- Born: 9 July 1896 Clearwell, Gloucestershire, England
- Died: 8 November 1961 (aged 65) Clearwell
- Buried: Cemetery, Clearwell
- Allegiance: United Kingdom
- Branch: British Army
- Rank: Private
- Unit: The Gloucestershire Regiment Pioneer Corps
- Conflicts: World War I World War II
- Awards: Victoria Cross

= Francis George Miles =

Francis George Miles (9 July 1896 - 8 November 1961) was an English recipient of the Victoria Cross, the highest and most prestigious award for gallantry in the face of the enemy that can be awarded to British and Commonwealth forces.

He was 22 years old, and a Private in the 1/5th Battalion, The Gloucestershire Regiment, British Army during the First World War when the following deed took place for which he was awarded the VC.

On 23 October 1918 at Bois-l'Évêque, Landrecies, France, when his company was held up by a line of enemy machine guns in a sunken road, Private Miles, alone and on his own initiative went forward under exceptionally heavy fire, located a machine gun, shot the gunner and put the gun out of action.

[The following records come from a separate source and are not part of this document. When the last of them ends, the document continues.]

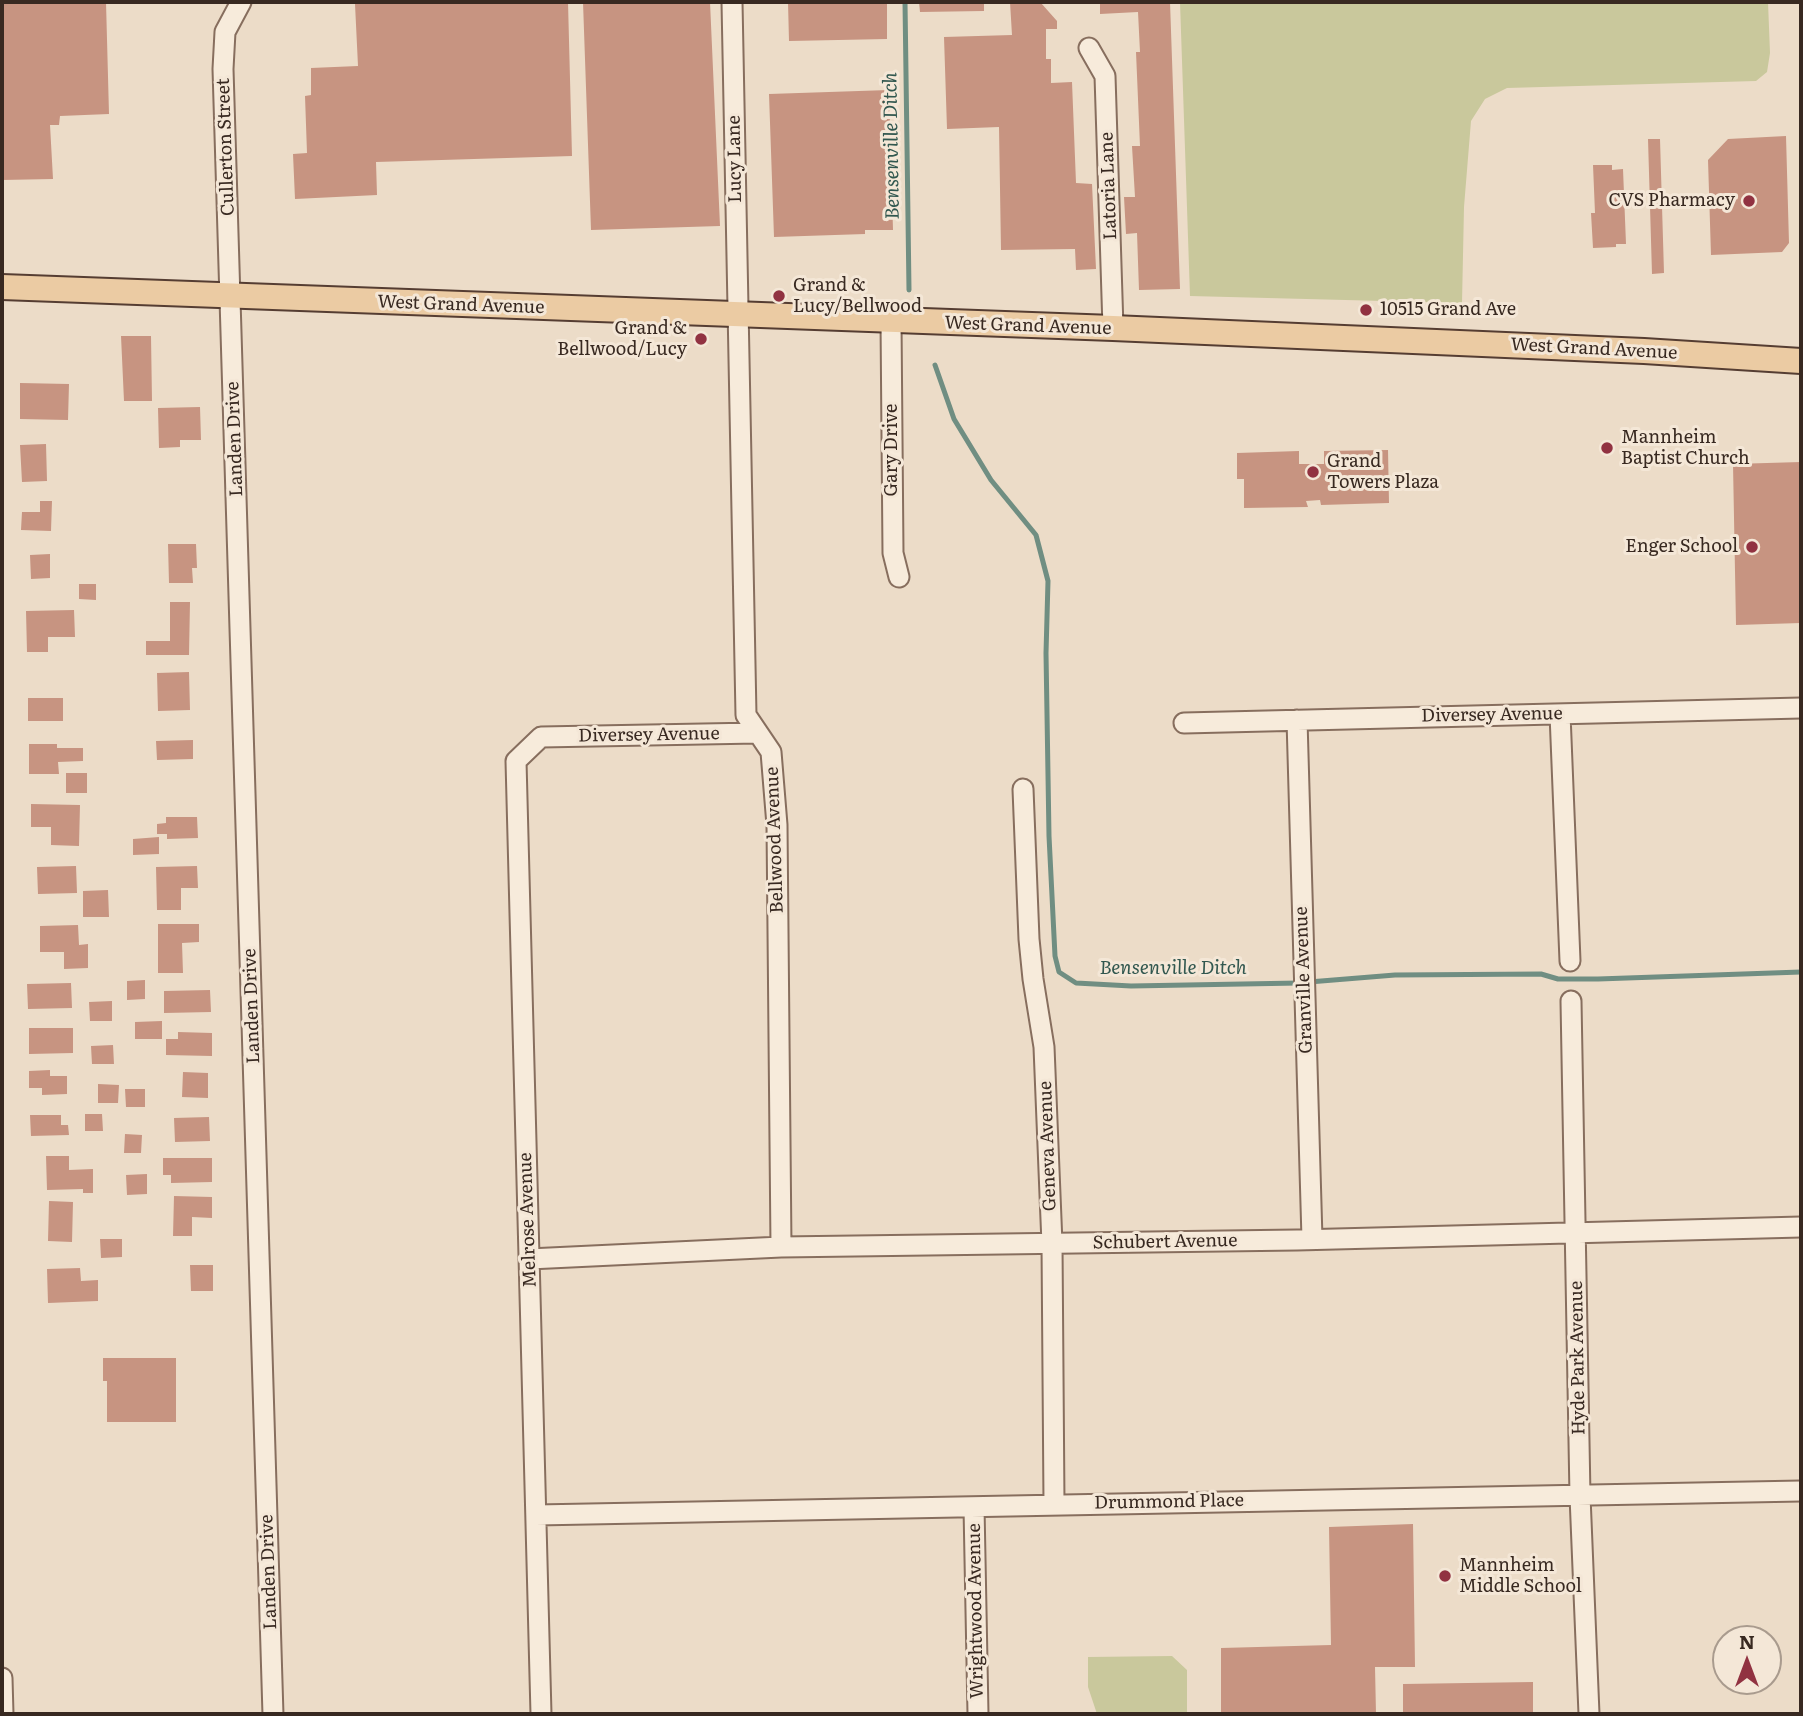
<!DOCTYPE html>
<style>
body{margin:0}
#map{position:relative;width:1803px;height:1716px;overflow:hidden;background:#ecdcc8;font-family:Literata,serif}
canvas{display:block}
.frame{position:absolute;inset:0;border:4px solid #382921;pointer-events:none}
.north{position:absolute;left:1712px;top:1625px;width:70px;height:70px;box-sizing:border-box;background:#f4e7d7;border:2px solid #a99b8e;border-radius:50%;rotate:0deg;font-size:19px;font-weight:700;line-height:28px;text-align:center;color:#382921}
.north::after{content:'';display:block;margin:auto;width:24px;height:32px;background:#913241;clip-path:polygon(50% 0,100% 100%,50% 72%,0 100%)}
</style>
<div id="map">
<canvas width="1803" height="1716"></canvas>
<div class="frame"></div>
<div class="north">N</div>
</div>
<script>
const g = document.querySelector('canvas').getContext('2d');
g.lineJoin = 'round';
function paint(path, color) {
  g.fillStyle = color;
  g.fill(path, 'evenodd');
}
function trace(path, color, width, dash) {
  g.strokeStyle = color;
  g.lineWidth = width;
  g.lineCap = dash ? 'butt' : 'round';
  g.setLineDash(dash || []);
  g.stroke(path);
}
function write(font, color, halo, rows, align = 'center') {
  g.font = font + ' Literata,serif';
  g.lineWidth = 6;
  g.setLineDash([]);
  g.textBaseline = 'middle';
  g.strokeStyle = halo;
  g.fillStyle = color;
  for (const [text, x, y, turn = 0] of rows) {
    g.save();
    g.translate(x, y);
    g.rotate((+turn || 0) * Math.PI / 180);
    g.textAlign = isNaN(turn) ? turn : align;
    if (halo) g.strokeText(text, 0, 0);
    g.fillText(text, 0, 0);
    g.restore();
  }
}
const green = new Path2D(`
 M1180 2H1768L1770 53 1767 72 1756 81 1507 88 1485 99 1471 121 1464 207 1462 303 1190 296Z
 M1172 1656 1187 1670V1714H1097L1088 1687V1657Z`);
const stream = new Path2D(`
 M905 2 909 290
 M935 365 954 419 991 480 1036 535 1048 581 1046 653 1049 836 1055 956 1059 972 1076 983 1131 986 1299 983
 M1309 982 1395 975 1541 974 1558 979H1598L1801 972`);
const building = new Path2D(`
 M2 2H106L109 114 60 116 59 125H50L53 179 2 180Z
 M421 2H568L572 156 376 162 377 195 295 199 293 154 307 153 305 96 311 95V68L358 66 355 4Z
 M583 2H710L720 226 591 230Z
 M788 2H887V39L789 41Z
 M919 2H984V11L920 12Z
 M1010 2 1041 3 1057 21V29H1046V59H1051V83L1072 82 1076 183 1092 184 1096 269 1076 270 1075 249 1001 250 999 127 947 129 944 37 1012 35Z
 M1100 2H1170L1180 289 1139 290 1137 233 1126 234 1124 197H1135L1132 146H1140L1136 52H1140L1138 12 1100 14Z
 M889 90 893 230H865V234L774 237 769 94Z
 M1786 136 1789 243 1782 252 1711 255 1708 160 1728 139Z
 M1648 139H1660L1664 273 1652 274Z
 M1593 165H1612V170L1623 169 1626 244H1616V247L1593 248 1591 213H1595Z
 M121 336H151L152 401H124Z
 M20 383 69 384 68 420 20 419Z
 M200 407 201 440H180V447L159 448 158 408Z
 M46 444 47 481 22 482 20 445Z
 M1388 450 1389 503 1321 505 1320 500 1306 501 1308 507 1244 508V479H1237V453L1299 451V464H1324V451Z
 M1801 462V623L1736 625 1733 464Z
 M40 501H52L51 531 21 530 22 512H40Z
 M168 544H196L197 568H192L193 583H169Z
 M50 554V578L31 579 30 555Z
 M79 584H96V600L79 599Z
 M170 602H190L189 655H146V641H170Z
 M74 610 75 637H48V652H27L26 611Z
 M189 672 190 710 158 711 157 673Z
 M28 698H63V721H28Z
 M193 740V759L157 760 156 741Z
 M29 744H57V748H83V761L58 762 59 774H29Z
 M66 773H87V793H66Z
 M31 804 80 805 79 846 51 845V827H31Z
 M166 817H197L198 838 167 839V834H157V824L166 823Z
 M159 837V854L133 855V839Z
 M76 866 77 893 38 894 37 867Z
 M197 866 198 888H181V910H157L156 867Z
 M108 890 109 917H83V891Z
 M158 924H199V942L182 943 183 973H158Z
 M78 925 79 945 88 944V968L64 969V952H40V926Z
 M145 980V999L127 1000V981Z
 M71 983 72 1008 28 1009 27 984Z
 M210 990 211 1012 164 1013V991Z
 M112 1001V1021H90L89 1002Z
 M162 1021V1039H135V1022Z
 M29 1028H73V1053L29 1054Z
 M178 1032 212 1033V1056L166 1055V1039H178Z
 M113 1045 114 1064H92L91 1046Z
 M50 1070V1076H67V1094L42 1095V1088H29V1071Z
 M183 1072 208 1073V1098L182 1097Z
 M98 1084 119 1085 118 1103H98Z
 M125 1089H145V1107H126Z
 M85 1114H102L103 1131H85Z
 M30 1115H61V1125H68L69 1135 31 1136Z
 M209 1117 210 1141 175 1142 174 1118Z
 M125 1134 142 1135 141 1153H124Z
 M46 1156H69V1170L93 1169V1193H83V1189L47 1190Z
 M163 1158H212V1182L171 1183V1175H163Z
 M147 1174V1194L127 1195 126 1175Z
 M174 1196 212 1197V1218L192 1217V1236H173Z
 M49 1201 73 1202 72 1242 48 1241Z
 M100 1239H122V1257L101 1258Z
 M190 1265H213V1291H191Z
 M80 1268 81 1281 98 1280V1301L48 1303 47 1269Z
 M103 1358H176V1422H107V1381H103Z
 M1413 1524 1415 1667H1375L1376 1714H1221V1648L1331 1645 1329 1527Z
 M1533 1682V1714H1403V1684Z`);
const minor = new Path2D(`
 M241 2 225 32 223 69 273 1714
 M732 2 746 715 771 752 777 825 781 1247
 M1089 48 1105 76 1113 328
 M891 321 893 553 899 577
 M1560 714 1570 961
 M1297 720 1312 1239
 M1184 723 1801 708
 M1023 789 1029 939 1033 979 1044 1047 1052 1244 1054 1504
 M1571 1001 1580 1496 1589 1714
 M529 1259 781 1247 1297 1240 1801 1227
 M974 1507 978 1714
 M536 1515 1801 1491
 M2 1678 3 1714
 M541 1714 516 761 541 737 757 733`);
const major = new Path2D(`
 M2 287 1113 328 1644 351 1801 361`);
const markers = [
 [1749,201,7,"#913241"],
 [779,296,7,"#913241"],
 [1366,310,7,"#913241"],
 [701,339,7,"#913241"],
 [1607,448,7,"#913241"],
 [1313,472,7,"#913241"],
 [1752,547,7,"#913241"],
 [1445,1576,7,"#913241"]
];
const streetNames = [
 ["Cullerton Street",226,147,-92],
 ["Lucy Lane",735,159,-91],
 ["Latoria Lane",1109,186,-92],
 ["West Grand Avenue",461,305,2],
 ["West Grand Avenue",1028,326,2],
 ["West Grand Avenue",1594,349,3],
 ["Landen Drive",235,439,-92],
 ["Gary Drive",892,450,-90],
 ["Diversey Avenue",1492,715,-1],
 ["Diversey Avenue",649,735,-1],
 ["Bellwood Avenue",775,840,-92],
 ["Granville Avenue",1304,980,-92],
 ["Landen Drive",252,1006,-92],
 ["Geneva Avenue",1048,1146,-92],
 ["Melrose Avenue",528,1220,-92],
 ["Schubert Avenue",1165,1242,-1],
 ["Hyde Park Avenue",1578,1358,-91],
 ["Drummond Place",1169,1502,-1],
 ["Landen Drive",269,1572,-92],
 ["Wrightwood Avenue",976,1611,-91]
];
const poiNames = [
 ["CVS Pharmacy",1735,201,"right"],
 ["Grand &",793,286],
 ["Lucy/Bellwood",793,307],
 ["10515 Grand Ave",1380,310],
 ["Grand &",687,329,"right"],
 ["Bellwood/Lucy",687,350,"right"],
 ["Mannheim",1621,438],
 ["Baptist Church",1621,459],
 ["Grand",1327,462],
 ["Towers Plaza",1327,483],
 ["Enger School",1738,547,"right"],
 ["Mannheim",1459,1566],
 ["Middle School",1459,1587]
];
const waterNames = [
 ["Bensenville Ditch",892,146,-91],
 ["Bensenville Ditch",1173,968]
];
paint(green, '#c9c89c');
trace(stream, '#708e82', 5);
paint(building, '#c79481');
trace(minor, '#876e5e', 23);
trace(major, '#553d32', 28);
trace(minor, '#f7ebdb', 19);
trace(major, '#ebcba3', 24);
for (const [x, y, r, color] of markers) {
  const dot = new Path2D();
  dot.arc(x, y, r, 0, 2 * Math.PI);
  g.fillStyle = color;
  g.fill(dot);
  trace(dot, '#f4e7d7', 2.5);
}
write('18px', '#382921', '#f4e7d7', streetNames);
write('18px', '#382921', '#f4e7d7', poiNames, 'left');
write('italic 19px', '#31574f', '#f4e7d7', waterNames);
</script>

Then seeing another gun nearby, he again went forward alone, shot the gunner and captured the team of eight. Finally he stood up and beckoned to his company who, acting on his signals, were able to capture 16 machine guns, one officer and 50 other ranks.

He joined up again in World War II serving with the Pioneer Corps.

His medals are held in the Lord Ashcroft VC collection in the Imperial War Museum in London.